What is needed:
Beginning with the line that holds "For a GIS import: Transcribe", retype the rest of the listing exactly, last line included.

/---

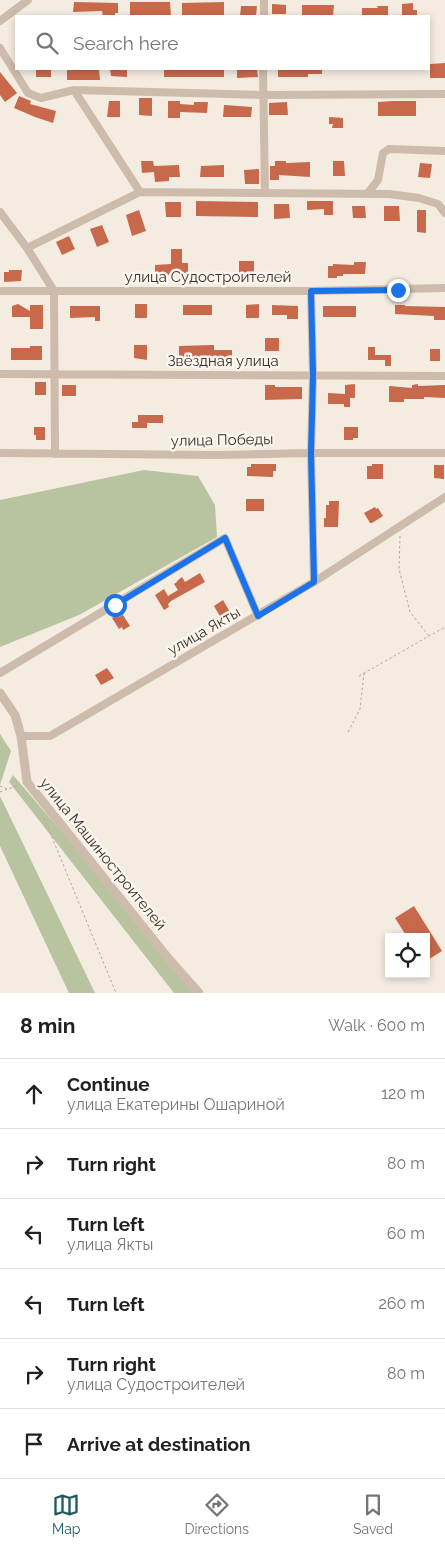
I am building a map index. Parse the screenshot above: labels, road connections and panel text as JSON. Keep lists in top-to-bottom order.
{
  "streets": {
    "street": [
      "улица Судостроителей",
      "Звёздная улица",
      "улица Победы",
      "улица Якты",
      "улица Машиностроителей"
    ]
  },
  "crossings": [
    ["улица Якты", "улица Машиностроителей"]
  ],
  "page": {
    "search": "Search here",
    "heading": ["8 min", "Walk · 600 m"],
    "list": [
      ["Continue", "улица Екатерины Ошариной", "120 m"],
      ["Turn right", "80 m"],
      ["Turn left", "улица Якты", "60 m"],
      ["Turn left", "260 m"],
      ["Turn right", "улица Судостроителей", "80 m"],
      "Arrive at destination"
    ],
    "nav": ["Map", "Directions", "Saved"]
  }
}
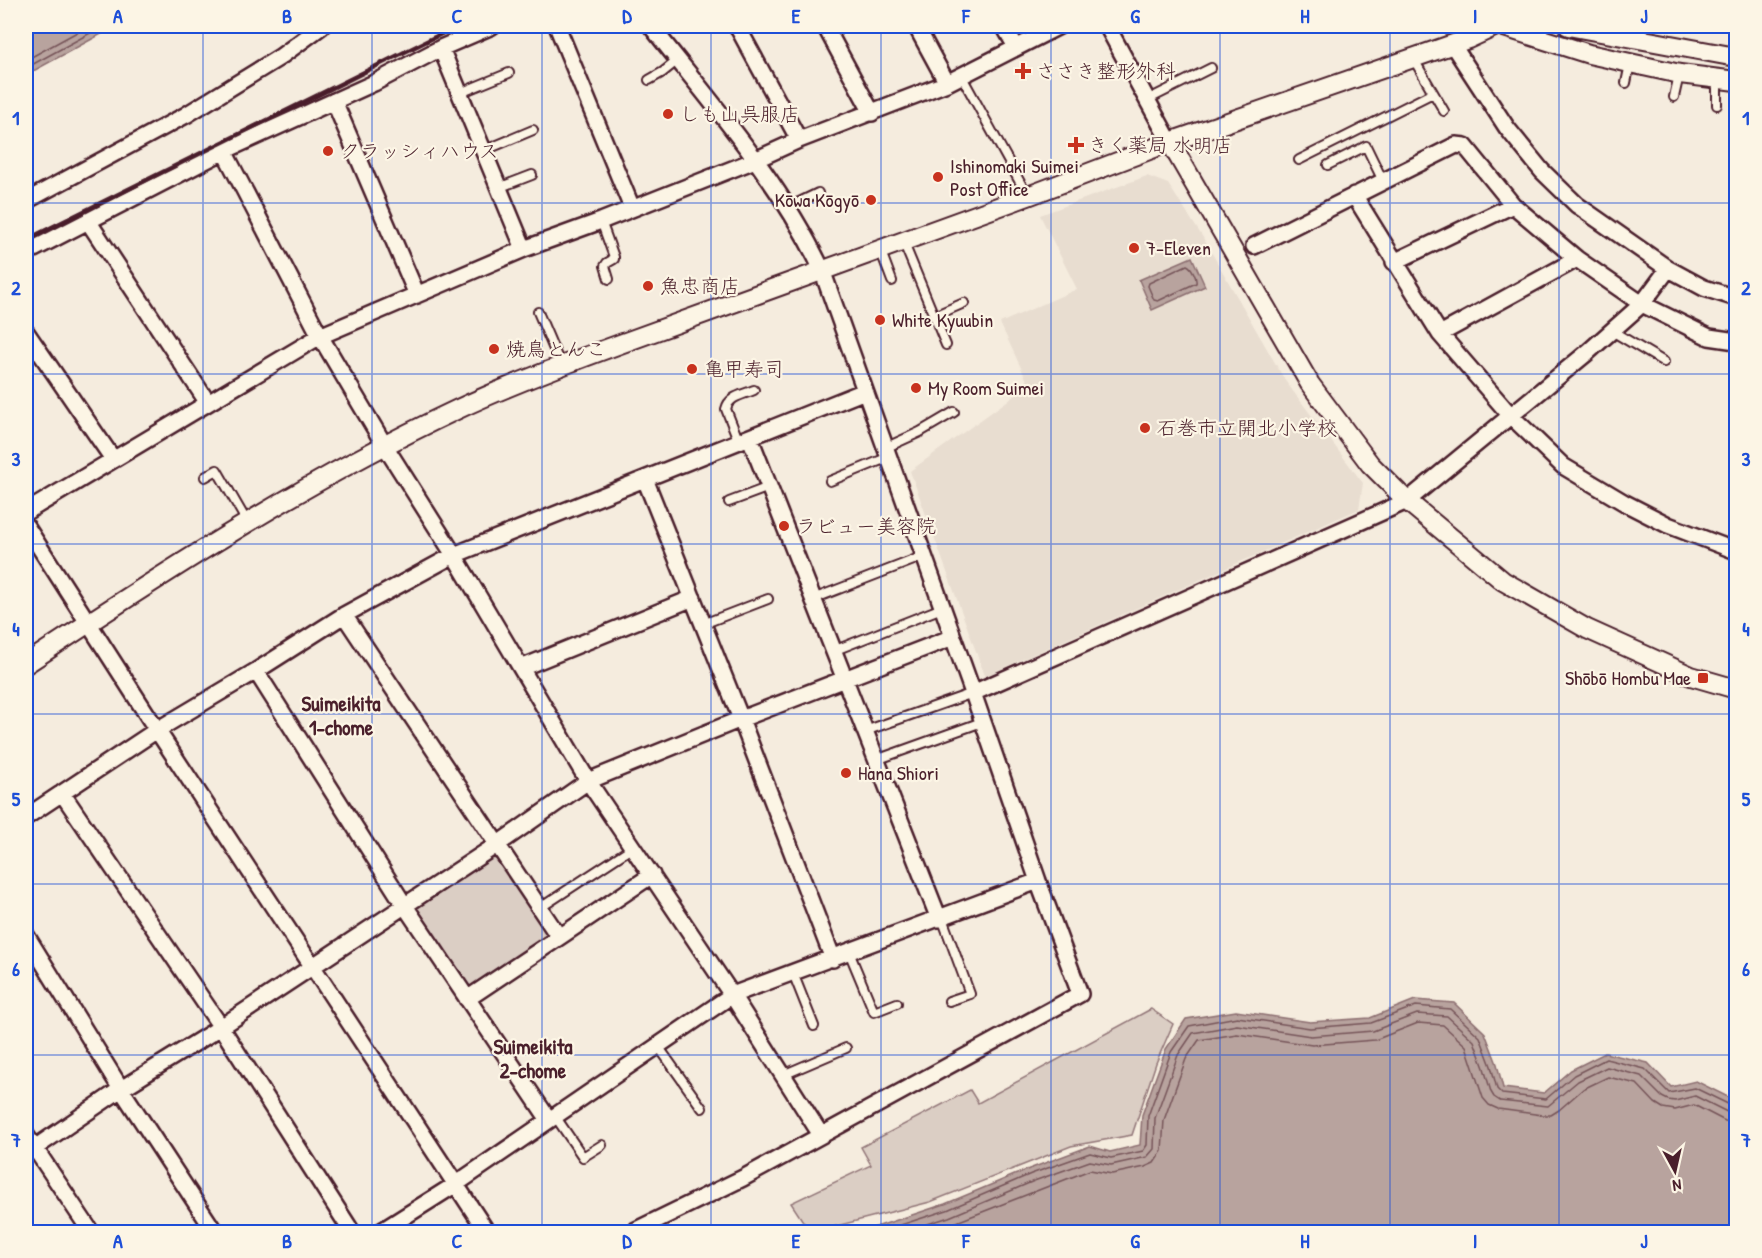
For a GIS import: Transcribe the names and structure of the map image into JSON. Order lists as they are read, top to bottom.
{
  "districts": ["Suimeikita 1-chome", "Suimeikita 2-chome"],
  "places": {
    "health": ["ささき整形外科", "きく薬局 水明店"],
    "other": [
      "しも山呉服店",
      "クラッシィハウス",
      "Ishinomaki Suimei Post Office",
      "Kōwa Kōgyō",
      "7-Eleven",
      "魚忠商店",
      "White Kyuubin",
      "焼鳥とんこ",
      "亀甲寿司",
      "My Room Suimei",
      "石巻市立開北小学校",
      "ラビュー美容院",
      "Hana Shiori"
    ],
    "transit": ["Shōbō Hombu Mae"]
  },
  "north": "bottom",
  "grid": {
    "columns": [
      "A",
      "B",
      "C",
      "D",
      "E",
      "F",
      "G",
      "H",
      "I",
      "J"
    ],
    "rows": [
      "1",
      "2",
      "3",
      "4",
      "5",
      "6",
      "7"
    ]
  }
}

\---

Solution for this task:
For a GIS import: Transcribe the names and structure of the map image into JSON. Order lists as they are read, top to bottom.
{
  "districts": ["Suimeikita 1-chome", "Suimeikita 2-chome"],
  "places": {
    "health": ["ささき整形外科", "きく薬局 水明店"],
    "other": [
      "しも山呉服店",
      "クラッシィハウス",
      "Ishinomaki Suimei Post Office",
      "Kōwa Kōgyō",
      "7-Eleven",
      "魚忠商店",
      "White Kyuubin",
      "焼鳥とんこ",
      "亀甲寿司",
      "My Room Suimei",
      "石巻市立開北小学校",
      "ラビュー美容院",
      "Hana Shiori"
    ],
    "transit": ["Shōbō Hombu Mae"]
  },
  "north": "bottom",
  "grid": {
    "columns": [
      "A",
      "B",
      "C",
      "D",
      "E",
      "F",
      "G",
      "H",
      "I",
      "J"
    ],
    "rows": [
      "1",
      "2",
      "3",
      "4",
      "5",
      "6",
      "7"
    ]
  }
}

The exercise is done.